* [Work to complete]:
Every entry must be transcribed exactly. Pictures are not part of the copy.

* [Records provided]:
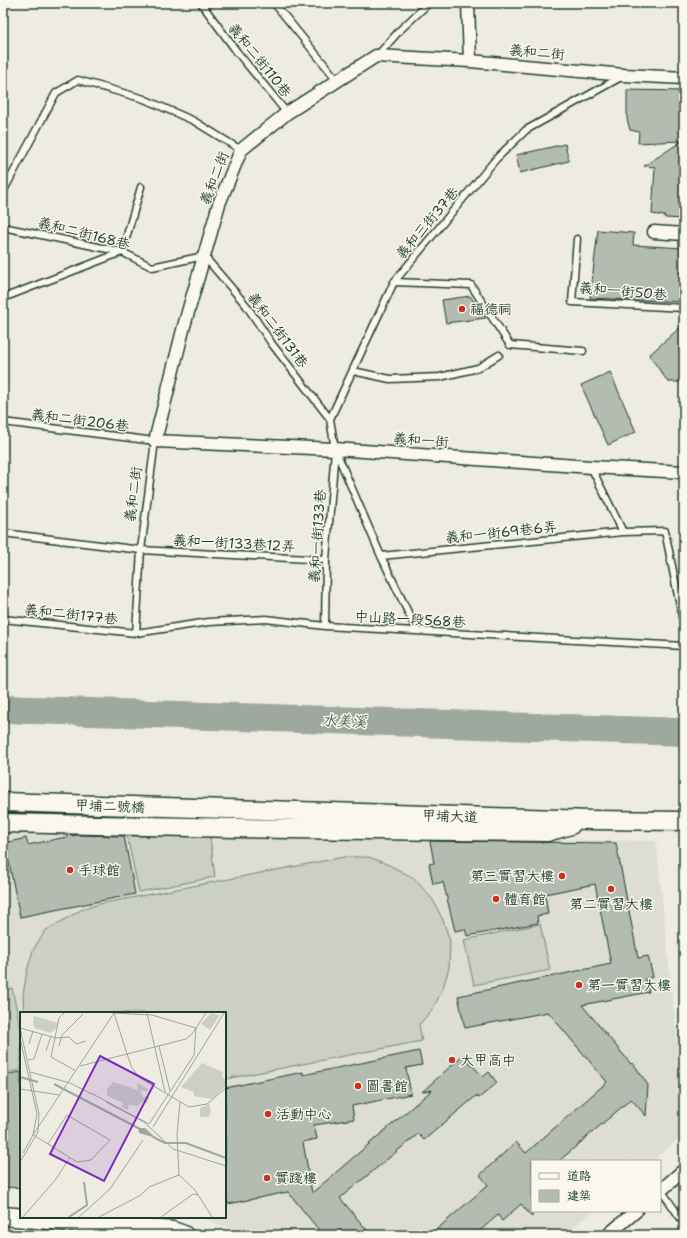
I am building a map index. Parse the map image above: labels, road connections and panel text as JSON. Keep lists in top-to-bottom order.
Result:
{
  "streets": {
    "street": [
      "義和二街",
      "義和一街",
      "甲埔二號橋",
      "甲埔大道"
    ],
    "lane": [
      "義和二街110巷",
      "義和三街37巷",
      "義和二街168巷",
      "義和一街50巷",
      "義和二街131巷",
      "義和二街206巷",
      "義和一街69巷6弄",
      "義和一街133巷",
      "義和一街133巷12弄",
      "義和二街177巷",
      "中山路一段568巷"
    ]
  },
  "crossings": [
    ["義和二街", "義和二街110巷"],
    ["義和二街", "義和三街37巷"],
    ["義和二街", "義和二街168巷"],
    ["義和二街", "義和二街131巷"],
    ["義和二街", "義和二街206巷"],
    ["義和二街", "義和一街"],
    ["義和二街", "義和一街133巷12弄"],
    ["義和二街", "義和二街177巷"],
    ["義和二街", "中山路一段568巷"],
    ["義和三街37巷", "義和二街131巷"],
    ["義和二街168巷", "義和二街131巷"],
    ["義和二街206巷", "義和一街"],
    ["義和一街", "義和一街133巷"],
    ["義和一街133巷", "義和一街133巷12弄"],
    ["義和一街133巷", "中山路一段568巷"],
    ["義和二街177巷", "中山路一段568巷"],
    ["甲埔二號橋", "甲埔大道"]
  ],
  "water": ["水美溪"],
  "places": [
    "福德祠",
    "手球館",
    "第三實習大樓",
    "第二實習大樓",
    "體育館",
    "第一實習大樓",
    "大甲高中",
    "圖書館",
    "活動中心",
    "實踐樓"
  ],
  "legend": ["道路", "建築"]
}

* [Response below]:
I am building a map index. Parse the map image above: labels, road connections and panel text as JSON. Keep lists in top-to-bottom order.
Result:
{
  "streets": {
    "street": [
      "義和二街",
      "義和一街",
      "甲埔二號橋",
      "甲埔大道"
    ],
    "lane": [
      "義和二街110巷",
      "義和三街37巷",
      "義和二街168巷",
      "義和一街50巷",
      "義和二街131巷",
      "義和二街206巷",
      "義和一街69巷6弄",
      "義和一街133巷",
      "義和一街133巷12弄",
      "義和二街177巷",
      "中山路一段568巷"
    ]
  },
  "crossings": [
    ["義和二街", "義和二街110巷"],
    ["義和二街", "義和三街37巷"],
    ["義和二街", "義和二街168巷"],
    ["義和二街", "義和二街131巷"],
    ["義和二街", "義和二街206巷"],
    ["義和二街", "義和一街"],
    ["義和二街", "義和一街133巷12弄"],
    ["義和二街", "義和二街177巷"],
    ["義和二街", "中山路一段568巷"],
    ["義和三街37巷", "義和二街131巷"],
    ["義和二街168巷", "義和二街131巷"],
    ["義和二街206巷", "義和一街"],
    ["義和一街", "義和一街133巷"],
    ["義和一街133巷", "義和一街133巷12弄"],
    ["義和一街133巷", "中山路一段568巷"],
    ["義和二街177巷", "中山路一段568巷"],
    ["甲埔二號橋", "甲埔大道"]
  ],
  "water": ["水美溪"],
  "places": [
    "福德祠",
    "手球館",
    "第三實習大樓",
    "第二實習大樓",
    "體育館",
    "第一實習大樓",
    "大甲高中",
    "圖書館",
    "活動中心",
    "實踐樓"
  ],
  "legend": ["道路", "建築"]
}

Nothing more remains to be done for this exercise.